___ DATA SHOWN ___

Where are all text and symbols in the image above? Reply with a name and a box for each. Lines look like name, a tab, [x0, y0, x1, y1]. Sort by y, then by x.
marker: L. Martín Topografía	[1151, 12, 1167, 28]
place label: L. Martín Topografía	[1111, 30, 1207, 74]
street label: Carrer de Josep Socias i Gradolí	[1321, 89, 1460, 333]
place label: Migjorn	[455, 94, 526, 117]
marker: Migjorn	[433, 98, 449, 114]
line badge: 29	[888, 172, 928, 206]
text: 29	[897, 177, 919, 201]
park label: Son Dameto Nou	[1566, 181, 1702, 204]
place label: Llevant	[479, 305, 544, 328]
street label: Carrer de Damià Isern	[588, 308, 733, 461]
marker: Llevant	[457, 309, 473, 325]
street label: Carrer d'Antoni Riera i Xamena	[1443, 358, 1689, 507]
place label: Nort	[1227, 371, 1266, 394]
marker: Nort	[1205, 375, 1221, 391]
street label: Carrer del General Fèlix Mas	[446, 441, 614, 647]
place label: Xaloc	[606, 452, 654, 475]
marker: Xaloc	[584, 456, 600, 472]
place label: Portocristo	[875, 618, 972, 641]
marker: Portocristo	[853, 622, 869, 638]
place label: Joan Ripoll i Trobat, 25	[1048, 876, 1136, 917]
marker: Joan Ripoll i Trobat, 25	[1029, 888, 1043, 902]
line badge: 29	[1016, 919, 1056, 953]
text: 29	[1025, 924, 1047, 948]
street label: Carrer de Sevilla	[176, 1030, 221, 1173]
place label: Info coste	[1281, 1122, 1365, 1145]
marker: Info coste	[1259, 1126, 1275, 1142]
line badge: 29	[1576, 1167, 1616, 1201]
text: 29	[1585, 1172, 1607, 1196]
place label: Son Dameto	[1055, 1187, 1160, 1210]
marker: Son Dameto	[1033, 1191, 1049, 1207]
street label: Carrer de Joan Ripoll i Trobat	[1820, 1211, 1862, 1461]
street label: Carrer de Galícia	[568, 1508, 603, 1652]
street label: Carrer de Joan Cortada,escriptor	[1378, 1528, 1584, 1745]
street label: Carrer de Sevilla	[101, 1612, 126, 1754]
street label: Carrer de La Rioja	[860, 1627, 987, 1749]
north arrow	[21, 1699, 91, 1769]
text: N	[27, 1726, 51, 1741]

___

All lines above that contain the word "Ripoll" are to be copied.

◆ ANSWER TO THE PROBLEM ◆
place label: Joan Ripoll i Trobat, 25	[1048, 876, 1136, 917]
marker: Joan Ripoll i Trobat, 25	[1029, 888, 1043, 902]
street label: Carrer de Joan Ripoll i Trobat	[1820, 1211, 1862, 1461]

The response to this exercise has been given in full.